En quelque sorte, le parcours de Hippie Hourrah résonne avec l’œuvre de Hurtubise. Au-delà de son style, le peintre décédé en 2014 se distinguait avec un travail à la fois impulsif et rigoureux – deux caractéristiques qui définissent aussi ce que font les gars de Hippie Hourrah. L’impulsion spontanée du projet se conjugue à une démarche plus sérieuse qui, depuis la sortie du premier album homonyme en 2021, ouvre de belles portes d’entrée au groupe non seulement ici, mais aussi en France, où il a fait une mini-tournée en décembre 2022 – incluant un passage aux prestigieuses Trans Musicales de Rennes.

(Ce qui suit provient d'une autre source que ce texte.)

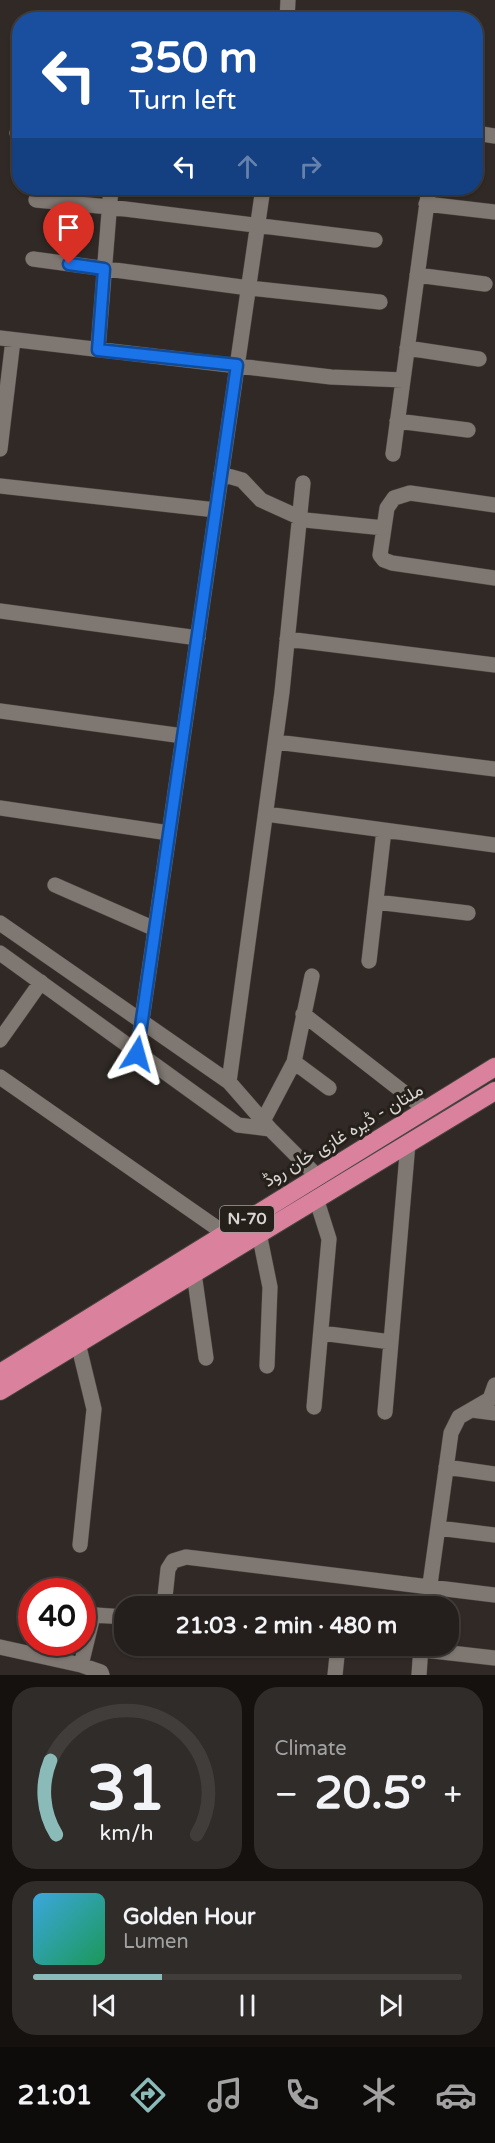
<!DOCTYPE html>
<meta charset="utf-8">
<style>
:root{--surface:#241f1c;--page:#302c29;--text:#f1f3f6;--muted:#a3a2a3;--line:#413d3b;--accent:#8bbbb9}
body{margin:0;font-family:"Varela Round",Vazirmatn,sans-serif;background:var(--page);color:var(--text);height:100vh;display:flex;flex-direction:column;font-size:22px;white-space:nowrap}
*{box-sizing:border-box;margin:0}
p{font-size:20px;color:var(--muted)}
.icon{flex:none;width:33px;height:33px;fill:none;stroke:currentColor;stroke-width:2;stroke-linecap:round;stroke-linejoin:round}
.map{position:relative;height:1675px;overflow:hidden}
.sheet{display:flex;flex-direction:column;gap:12px;padding:12px;background:#14110f;flex:1}
.sheet>*{flex:none}
.hud{position:absolute;left:12px;top:12px;width:471px;height:183px;border-radius:24px;box-shadow:0 2px 4px #0004,0 0 0 2px var(--line);background:#1a4fa0;color:#fff;overflow:hidden}
.speed{position:absolute;left:18px;top:1578px;display:flex;gap:12px;font-size:30px;font-weight:700;text-align:center}
.speed>*{display:grid;place-content:center;width:78px;height:78px;border-radius:50%;background:var(--surface);box-shadow:0 2px 4px #0004,0 0 0 2px var(--line);line-height:1}
.speed .limit{border:9px solid #d22;background:#fff;color:#111}
.pin{position:absolute;display:grid;place-items:center;width:51px;height:51px;color:#fff;margin:-62px -26px;border-radius:50% 50% 50% 0;rotate:-45deg;box-shadow:0 0 6px #0007}
.pin .icon{rotate:45deg}
.me{position:absolute;width:66px;margin:-33px;rotate:8deg;stroke-linejoin:round;filter:drop-shadow(0 0 4px #0008)}
.turn{display:flex;align-items:center;gap:21px;height:126px;padding:0 18px;font-size:27px}
.turn .icon{width:78px;height:78px;stroke-width:2.5}
.turn b{display:block;font-size:42px;line-height:51px}
.lanes{display:flex;align-items:center;height:57px;padding:0 18px;background:#0003;justify-content:center;gap:30px;direction:ltr}
.lanes .off{opacity:.35}
.big{font-size:45px;font-weight:700;line-height:1.1}
.sheet .tile{flex:1;display:flex;flex-direction:column;justify-content:center;gap:9px;min-width:0;padding:0 21px;border-radius:24px;background:var(--page)}
.sheet .dial{align-items:center;gap:0}
.dial svg{height:156px;overflow:visible;fill:none;stroke:var(--line);stroke-width:7;stroke-linecap:round;text-anchor:middle}
.dial text{fill:var(--text);stroke:none}
.song{display:flex;align-items:center;gap:18px}
.cover{width:72px;height:72px;border-radius:9px;background:linear-gradient(135deg,hsl(200 70% 55%),hsl(150 70% 35%))}
.played{height:6px;border-radius:3px;background:linear-gradient(90deg,var(--accent) 30%,var(--line) 30%)}
.keys{display:flex;justify-content:space-around;direction:ltr}
.heat{display:flex;justify-content:space-between;align-items:center;font-size:33px;direction:ltr}
.sheet .tiles{flex:1;display:grid;gap:12px;grid-template-columns:1fr 1fr}
.tile:last-child{grid-column:span 2}
.trip{position:absolute;left:114px;top:1596px;width:345px;height:60px;border-radius:24px;background:var(--surface);box-shadow:0 2px 4px #0004,0 0 0 2px var(--line);font-weight:700;line-height:60px;text-align:center}
.tabs{display:flex;height:96px;justify-content:space-around;align-items:center;background:#0e0c0b;color:var(--muted)}
.tabs .icon{width:42px;height:42px}
.tabs .on{color:var(--accent)}
.tabs b{font-size:27px;color:var(--text)}
.map>svg:first-child{display:block}
</style>
<div class="map">
<svg width="495" height="1675" viewBox="0 0 495 1675">
<rect width="100%" height="100%" fill="#302925"/>
<g fill="none" stroke-linecap="round" stroke-linejoin="round">
<defs>
<path id="minor" d="M287,20l1,-20
M17,133l3,1
M476,133l19,3
M36,200l73,7 266,33
M426,204l69,8
M33,259l216,29 131,14
M417,275l68,9
M0,338l331,39 72,3
M407,348l72,11
M98,349l13,-161
M397,421l71,9
M0,449l13,-109
M393,454l36,-266
M221,474l21,6 19,20 44,20 79,8
M0,486l216,24
M495,505l-85,-12 -16,5 -7,10 -7,47 4,5 8,3 103,15
M0,611l198,27
M287,639l208,26
M0,711l183,25
M276,742l219,27
M0,808l169,25
M266,814l229,31
M55,885l100,44
M376,902l92,11
M0,923l229,159 41,47 47,47
M0,953l238,172 32,4
M369,961l15,-131
M303,1014l122,95
M0,1040l41,-58
M137,1054l126,-866
M294,1062l35,26
M0,1077l224,156
M229,1082l53,-390 21,-209
M263,1121l31,-59 18,-86
M259,1233l11,54 -3,79
M194,1273l12,85
M321,1333l70,9
M78,1343l16,66 -14,136
M314,1407l15,-168 -13,-41
M472,1410l23,3
M385,1412l23,-269
M446,1467l49,7
M438,1528l57,7
M164,1606l4,-37 5,-8 13,-4 309,38
M427,1606l24,-173 8,-16 31,-18 5,-14
M82,1614l42,3
M389,1646l106,12
M0,1647l81,18 20,7 1,3
M81,1665l12,-49
M335,1675l3,-29
M419,1675l2,-29"/>
<path id="highway" d="M0,1373l495,-306
M0,1391l495,-300"/>
</defs>
<use href="#minor" stroke="#4a4541" stroke-width="16"/>
<use href="#highway" stroke="#4a4541" stroke-width="20"/>
<use href="#minor" stroke="#7f7771" stroke-width="15"/>
<use href="#highway" stroke="#da819e" stroke-width="18"/>
</g>
<g fill="none" stroke-linecap="round" stroke-linejoin="round">
<defs>
<path id="route" d="M69,264l35,5 -6,81 139,15 -100,689"/>
</defs>
<use href="#route" stroke="#114b97" stroke-width="15"/>
<use href="#route" stroke="#1a73e8" stroke-width="10"/>
</g>
<g text-anchor="middle" dominant-baseline="central" stroke-width="6" stroke-linejoin="round" paint-order="stroke">
<rect fill="#26201b" stroke="#a39f9b" stroke-width="1.5" x="220" y="1206" width="54" height="26" rx="4.5"/>
<g font-size="16" font-weight="bold" fill="#d9d5d2">
<text x="247" y="1219">N-70</text>
</g>
<g font-size="18" fill="#d9d5d2" stroke="#26201b">
<text transform="translate(343 1135) rotate(-31)">ملتان - ڈیرہ غازی خان روڈ</text>
</g>
</g>
</svg>
<div class="speed"><div class="limit">40</div></div>
<div class="pin" style="left:69px;top:264px;background:#d93025"><svg class="icon" aria-label="arrive" viewBox="0 0 24 24"><path d="M6 21V4h12l-3 4 3 4H6"/></svg></div>
<svg class="me" style="left:137px;top:1054px" viewBox="-20 -20 40 40"><path d="M0-17L14 15 0 8-14 15z" fill="#1a73e8" stroke="#fff" stroke-width="4"/></svg>
<div class="trip">21:03 · 2 min · 480 m</div>
<div class="hud">
<div class="turn"><svg class="icon" aria-label="left" viewBox="0 0 24 24"><path d="M17 20v-9H6M10 6l-5 5 5 5"/></svg><div><b>350 m</b>Turn left</div></div>
<div class="lanes"><svg class="icon" aria-label="left" viewBox="0 0 24 24"><path d="M17 20v-9H6M10 6l-5 5 5 5"/></svg><svg class="icon off" aria-label="ahead" viewBox="0 0 24 24"><path d="M12 20V5M6 11l6-6 6 6"/></svg><svg class="icon off" aria-label="right" viewBox="0 0 24 24"><path d="M7 20v-9h11M14 6l5 5-5 5"/></svg></div>
</div>
</div>
<section class="sheet">
<div class="tiles">
<div class="tile dial"><svg viewBox="0 0 100 80">
<path d="M14 69A42 42 0 1 1 86 69"/>
<path d="M14 69A42 42 0 0 1 11 31" stroke="#8bbbb9"/>
<text x="50" y="56" font-size="32" font-weight="700">31</text>
<text x="50" y="72" font-size="11">km/h</text>
</svg></div>
<div class="tile"><p>Climate</p>
<div class="heat"><a>−</a><b class="big">20.5°</b><a>+</a></div>
</div>
<div class="tile">
<div class="song"><i class="cover"></i><div><b>Golden Hour</b><p>Lumen</p></div></div>
<div class="played"></div>
<div class="keys"><svg class="icon" aria-label="previous" viewBox="0 0 24 24"><path d="M18 5L8 12l10 7zM5 5v14"/></svg><svg class="icon" aria-label="pause" viewBox="0 0 24 24"><path d="M8 5v14M16 5v14"/></svg><svg class="icon" aria-label="next" viewBox="0 0 24 24"><path d="M6 5l10 7-10 7zM19 5v14"/></svg></div>
</div>
</div>
</section>
<nav class="tabs">
<b>21:01</b>
<svg class="icon on" aria-label="directions" viewBox="0 0 24 24"><path d="M12 3l9 9-9 9-9-9zM9 14v-3h6M13 9l2 2-2 2"/></svg>
<svg class="icon" aria-label="music" viewBox="0 0 24 24"><path d="M9 18V5l10-2v13"/><circle cx="6" cy="18" r="3"/><circle cx="16" cy="16" r="3"/></svg>
<svg class="icon" aria-label="phone" viewBox="0 0 24 24"><path d="M5 4h4l2 5-3 2q2 4 5 5l2-3 5 2v4C11 20 4 13 5 4z"/></svg>
<svg class="icon" aria-label="climate" viewBox="0 0 24 24"><path d="M12 3v18M4 7l16 10M4 17L20 7"/></svg>
<svg class="icon" aria-label="car" viewBox="0 0 24 24"><path d="M5 17H2v-5l4-1 3-4h7l3 4 3 1v5h-3M9 17h6M6 11h13"/><circle cx="7" cy="17" r="2"/><circle cx="17" cy="17" r="2"/></svg>
</nav>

La création d’Exposition individuelle, un album beaucoup plus concis et contenu que son prédécesseur, est le reflet des expériences en concert du groupe. « On avait l’expérience de jouer sur scène, et on avait besoin d’avoir des pièces plus pop, plus rapides. Fallait créer des pièces qui nous permettraient d’amener [notre musique à un niveau] plus intense, plus accrocheur. On avait besoin de chansons avec un début et une fin. Et pour ça, je suis allé repiquer ma façon d’écrire des chansons que j’avais avec les Marinellis. »

Bref, Hippie Hourrah évolue, mais renoue avec son essence. C’est le genre de paradoxe qu’on peut atteindre lorsqu’on est vraiment prêt à s’immerger ou, plutôt, à se perdre dans la création.